December 8, 1997 - Downey was sentenced to six months in jail for violating parole.
November 25, 2000 - Downey was arrested for cocaine and Valium possession and being under the influence of a controlled substance.
April 24, 2001 - Downey was arrested for being under the influence of a controlled substance.
JANE FONDA
In 1970, Jane Fonda was arrested for kicking a police officer who was arresting her for a large amount of pills she had in her possession. Charges were dropped when it was determined that the pills were vitamins.
DENNIS HOPPER
Hopper was arrested after he fled from a traffic accident that he caused in Taos, Mexico. He was charged with careless driving, fleeing the accident and not informing police of the accident. He received a $250 fine and spent 20 minutes in jail.
HUGH GRANT
On June 27, 1995, Grant was arrested for engaging in oral copulation with a prostitute, Diving Brown, while parked in his BMW. He was fined $1,180 and received two-year’s probation.
LARRY KING
In 1971, King was arrested for grand larceny, and pleaded no contest to passing a bad check. The particulars remain muddled and unproven, but it’s alleged that King tried to sell his influence with Richard M. Nixon’s attorney general John Mitchell to a convicted stock swindler named Louis Wolfson.
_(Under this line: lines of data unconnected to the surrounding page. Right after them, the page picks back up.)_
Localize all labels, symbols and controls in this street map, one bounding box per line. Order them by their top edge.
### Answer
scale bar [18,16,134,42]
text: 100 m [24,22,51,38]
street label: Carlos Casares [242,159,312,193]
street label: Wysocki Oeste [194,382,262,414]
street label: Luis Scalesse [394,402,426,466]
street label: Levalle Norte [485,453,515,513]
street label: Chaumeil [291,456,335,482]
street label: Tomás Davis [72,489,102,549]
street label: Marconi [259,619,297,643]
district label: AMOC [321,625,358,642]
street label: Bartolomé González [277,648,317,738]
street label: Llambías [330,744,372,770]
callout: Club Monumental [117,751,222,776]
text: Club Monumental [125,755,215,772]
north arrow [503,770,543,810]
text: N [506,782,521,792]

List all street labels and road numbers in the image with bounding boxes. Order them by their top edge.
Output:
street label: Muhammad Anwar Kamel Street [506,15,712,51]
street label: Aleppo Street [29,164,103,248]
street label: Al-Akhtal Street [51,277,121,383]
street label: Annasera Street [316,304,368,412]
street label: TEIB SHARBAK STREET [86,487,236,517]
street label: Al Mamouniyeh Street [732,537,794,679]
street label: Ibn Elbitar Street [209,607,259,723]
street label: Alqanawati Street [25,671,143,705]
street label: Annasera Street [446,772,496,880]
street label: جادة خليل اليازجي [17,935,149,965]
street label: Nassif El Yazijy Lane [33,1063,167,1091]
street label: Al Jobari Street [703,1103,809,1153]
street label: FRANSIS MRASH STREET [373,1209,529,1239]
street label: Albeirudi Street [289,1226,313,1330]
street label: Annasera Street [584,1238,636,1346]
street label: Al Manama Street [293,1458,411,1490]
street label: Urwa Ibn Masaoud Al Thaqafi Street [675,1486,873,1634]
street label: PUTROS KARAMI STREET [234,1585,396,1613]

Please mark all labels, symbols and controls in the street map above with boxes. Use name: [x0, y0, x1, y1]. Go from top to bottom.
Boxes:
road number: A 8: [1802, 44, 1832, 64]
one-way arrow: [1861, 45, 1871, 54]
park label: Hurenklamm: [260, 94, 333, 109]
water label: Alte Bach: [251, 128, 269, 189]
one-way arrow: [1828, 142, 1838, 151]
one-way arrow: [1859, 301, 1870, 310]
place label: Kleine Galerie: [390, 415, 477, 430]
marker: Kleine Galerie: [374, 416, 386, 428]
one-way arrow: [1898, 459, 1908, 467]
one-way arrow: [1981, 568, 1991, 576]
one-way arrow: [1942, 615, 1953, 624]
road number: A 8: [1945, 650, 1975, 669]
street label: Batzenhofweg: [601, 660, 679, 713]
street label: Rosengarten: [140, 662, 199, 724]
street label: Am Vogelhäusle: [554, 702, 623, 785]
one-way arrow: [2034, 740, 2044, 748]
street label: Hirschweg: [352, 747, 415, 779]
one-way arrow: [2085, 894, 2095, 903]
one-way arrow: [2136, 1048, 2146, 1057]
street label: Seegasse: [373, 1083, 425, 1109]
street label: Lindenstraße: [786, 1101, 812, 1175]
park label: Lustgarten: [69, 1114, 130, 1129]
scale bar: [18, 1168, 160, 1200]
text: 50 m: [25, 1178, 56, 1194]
CONCLUDES TOMORROW BITCHES…..
I read about the recent plight regarding O.J. Simpson getting sent down for literally running up in a Las Vegas hotel. He was reportedly very cross and armed with a desert eagle and was wailing a crowbar around like a complete nutter. I think his aim was to seize back his memorabilia which he had either previously auctioned off or sold for money.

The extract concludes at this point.